Only Windows is affected. Exploitation is unlikely except on a 32-bit system. In particular, running a 32-bit build on a 64-bit system is not a risk factor. Furthermore, the attacker must have a user account on the system, though it may be a relatively unprivileged account. Such a user can perform privilege escalation and execute code as another user, though it may be difficult to do so reliably because the targeted user account must run an application or service that uses gix-path and must not have git in its PATH.

The main exploitable configuration is one where Git for Windows has been installed but not added to PATH. This is one of the options in its installer, though not the default option. Alternatively, an affected program that sanitizes its PATH to remove seemingly nonessential directories could allow exploitation.
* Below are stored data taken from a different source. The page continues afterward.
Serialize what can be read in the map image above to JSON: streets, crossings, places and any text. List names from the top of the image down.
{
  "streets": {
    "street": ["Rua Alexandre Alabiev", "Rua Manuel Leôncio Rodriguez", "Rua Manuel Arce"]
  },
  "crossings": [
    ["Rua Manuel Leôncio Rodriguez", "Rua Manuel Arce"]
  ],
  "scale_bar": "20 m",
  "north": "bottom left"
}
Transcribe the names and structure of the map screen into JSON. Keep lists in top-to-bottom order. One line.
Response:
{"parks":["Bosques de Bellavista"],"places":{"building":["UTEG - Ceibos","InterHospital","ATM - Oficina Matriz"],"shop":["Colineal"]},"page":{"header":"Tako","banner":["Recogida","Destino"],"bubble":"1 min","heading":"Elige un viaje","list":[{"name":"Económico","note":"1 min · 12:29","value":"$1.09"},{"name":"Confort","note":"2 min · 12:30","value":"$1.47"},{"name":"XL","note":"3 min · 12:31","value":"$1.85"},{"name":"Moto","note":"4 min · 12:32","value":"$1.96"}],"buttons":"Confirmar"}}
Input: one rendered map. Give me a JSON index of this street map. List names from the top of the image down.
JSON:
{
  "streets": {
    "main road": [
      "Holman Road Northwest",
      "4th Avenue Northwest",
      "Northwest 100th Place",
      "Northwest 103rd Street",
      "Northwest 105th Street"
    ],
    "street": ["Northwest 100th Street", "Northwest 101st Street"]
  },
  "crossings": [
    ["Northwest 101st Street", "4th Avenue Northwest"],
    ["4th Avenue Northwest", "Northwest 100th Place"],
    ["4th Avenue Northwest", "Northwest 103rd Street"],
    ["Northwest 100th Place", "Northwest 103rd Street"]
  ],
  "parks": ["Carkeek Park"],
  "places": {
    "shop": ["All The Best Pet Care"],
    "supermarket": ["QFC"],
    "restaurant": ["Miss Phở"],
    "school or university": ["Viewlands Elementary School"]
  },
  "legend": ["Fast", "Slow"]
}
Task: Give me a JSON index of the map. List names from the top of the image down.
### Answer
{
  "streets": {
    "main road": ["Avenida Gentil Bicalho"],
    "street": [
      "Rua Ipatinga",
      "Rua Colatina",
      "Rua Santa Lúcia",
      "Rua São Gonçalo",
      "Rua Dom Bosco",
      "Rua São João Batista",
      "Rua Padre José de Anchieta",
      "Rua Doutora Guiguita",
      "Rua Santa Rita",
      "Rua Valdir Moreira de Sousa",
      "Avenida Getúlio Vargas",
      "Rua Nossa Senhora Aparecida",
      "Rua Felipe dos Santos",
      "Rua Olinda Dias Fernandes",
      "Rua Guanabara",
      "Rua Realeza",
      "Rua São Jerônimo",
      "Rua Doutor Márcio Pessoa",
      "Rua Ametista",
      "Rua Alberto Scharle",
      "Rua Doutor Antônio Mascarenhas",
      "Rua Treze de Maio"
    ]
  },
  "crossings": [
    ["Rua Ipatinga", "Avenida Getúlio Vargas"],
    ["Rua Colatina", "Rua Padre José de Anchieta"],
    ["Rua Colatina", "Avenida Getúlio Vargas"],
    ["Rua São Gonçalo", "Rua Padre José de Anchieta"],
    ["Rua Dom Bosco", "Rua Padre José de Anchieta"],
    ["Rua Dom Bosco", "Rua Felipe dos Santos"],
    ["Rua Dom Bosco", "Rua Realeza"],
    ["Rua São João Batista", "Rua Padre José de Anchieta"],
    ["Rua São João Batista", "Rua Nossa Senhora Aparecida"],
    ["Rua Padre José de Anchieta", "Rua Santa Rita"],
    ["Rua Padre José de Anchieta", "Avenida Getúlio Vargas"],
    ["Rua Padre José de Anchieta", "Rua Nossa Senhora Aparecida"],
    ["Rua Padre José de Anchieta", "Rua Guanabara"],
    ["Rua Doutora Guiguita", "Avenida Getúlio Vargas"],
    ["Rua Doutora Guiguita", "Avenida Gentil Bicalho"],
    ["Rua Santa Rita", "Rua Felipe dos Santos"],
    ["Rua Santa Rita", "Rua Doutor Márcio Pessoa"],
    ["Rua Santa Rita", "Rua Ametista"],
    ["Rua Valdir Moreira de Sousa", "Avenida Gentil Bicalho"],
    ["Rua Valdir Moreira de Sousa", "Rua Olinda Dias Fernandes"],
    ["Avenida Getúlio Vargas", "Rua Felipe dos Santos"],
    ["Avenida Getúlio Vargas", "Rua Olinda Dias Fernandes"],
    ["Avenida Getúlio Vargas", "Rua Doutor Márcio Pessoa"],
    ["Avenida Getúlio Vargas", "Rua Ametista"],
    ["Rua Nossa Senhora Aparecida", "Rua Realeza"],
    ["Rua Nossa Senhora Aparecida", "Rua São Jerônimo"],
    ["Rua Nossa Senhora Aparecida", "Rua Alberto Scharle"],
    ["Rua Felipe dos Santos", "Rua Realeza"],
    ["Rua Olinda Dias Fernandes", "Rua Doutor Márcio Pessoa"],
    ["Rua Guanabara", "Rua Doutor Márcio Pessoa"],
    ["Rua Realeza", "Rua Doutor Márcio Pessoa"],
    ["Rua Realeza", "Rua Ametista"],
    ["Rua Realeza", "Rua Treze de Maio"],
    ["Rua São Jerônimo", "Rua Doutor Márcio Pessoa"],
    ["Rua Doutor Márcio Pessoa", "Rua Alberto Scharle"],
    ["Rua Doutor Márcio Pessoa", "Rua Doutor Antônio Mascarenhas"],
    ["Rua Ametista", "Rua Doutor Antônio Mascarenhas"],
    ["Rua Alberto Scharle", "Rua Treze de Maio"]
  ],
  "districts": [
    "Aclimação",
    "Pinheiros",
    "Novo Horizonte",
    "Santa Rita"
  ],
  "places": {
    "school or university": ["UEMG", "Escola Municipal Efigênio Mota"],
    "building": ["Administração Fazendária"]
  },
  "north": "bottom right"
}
But for the most part, if the target user has configured a PATH in which the real git.exe can be found, then this cannot be exploited.

This vulnerability is comparable to CVE-2022-24765, in which an uncontrolled path like C:\.git\config, which a limited user can create, could supply configuration used by other users. However, in this case, exploitation is slightly simpler because, rather than using configuration, an executable is directly run.